Al riguardo, a parere di chi scrive, la norma di riferimento è l’art. 26, secondo comma, legge n. 10/91 che recita: “per gli interventi sugli edifici e sugli impianti volti al contenimento del consumo energetico ed all’utilizzazione delle fonti di energia di cui all’articolo 1, individuati attraverso un attestato di certificazione energetica o una diagnosi energetica realizzata da un tecnico abilitato, le pertinenti decisioni condominiali sono valide se adottate con la maggioranza semplice delle quote millesimali rappresentate dagli intervenuti in assemblea”.
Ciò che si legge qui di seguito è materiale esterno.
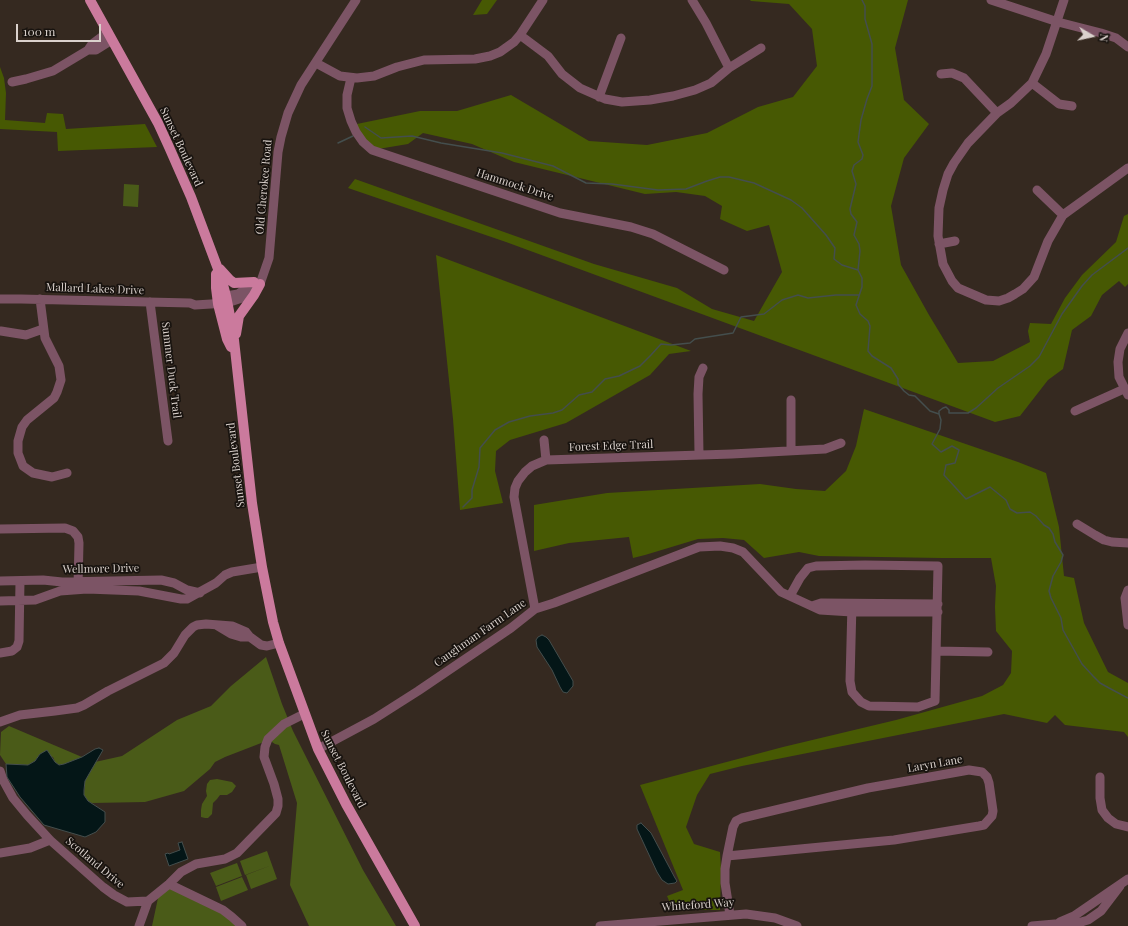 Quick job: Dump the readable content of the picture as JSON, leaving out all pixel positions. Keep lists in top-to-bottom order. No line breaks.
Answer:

In sostanza, laddove ne sia dimostrata la convenienza, il legislatore prevede, per quella che deve essere considerata una vera e propria innovazione, un quorum deliberativo molto basso. In assenza di tale diagnosi, si applica integralmente l’art. 1120 c.c. e quindi l’installazione necessita del voto favorevole della maggioranza dei presenti e almeno la metà del valore millesimale dell’edificio.

Vale anche per questa ipotesi quanto detto per l’uso individuale in merito a sicurezza, stabilità e decoro architettonico. In tal caso l’azione giudiziaria dovrebbe essere autorizzata dall’assemblea con una deliberazione adottata con le maggioranze di cui al secondo comma dell’art. 1136 c.c. (si veda art. 1136, quarto comma, c.c.).

Infine, è utile specificare a quanto accennato in merito al ruolo dell’assemblea in relazione all’uso individuale all’installazione di impianti di produzione di energia da fonte rinnovabile. Come si diceva prima, nessun potere autorizzativo è dato al consesso assembleare: il condòmino ha diritto di fare nei limiti indicati.

Tuttavia, se la posa in opere degli impianti necessita di modifiche delle cose comuni, allora deve darne notizia all’amministratore e questi, come prescritto dall’art. 1122-bis c.c., all’assemblea, la quale «può prescrivere, con la maggioranza di cui al quinto comma dell’articolo 1136, adeguate modalità alternative di esecuzione o imporre cautele a salvaguardia della stabilità, della sicurezza o del decoro architettonico dell’edificio e, ai fini dell’installazione degli impianti di cui al secondo comma, provvede, a richiesta degli interessati, a ripartire l’uso del lastrico solare e delle altre superfici comuni, salvaguardando le diverse forme di utilizzo previste dal regolamento di condominio o comunque in atto».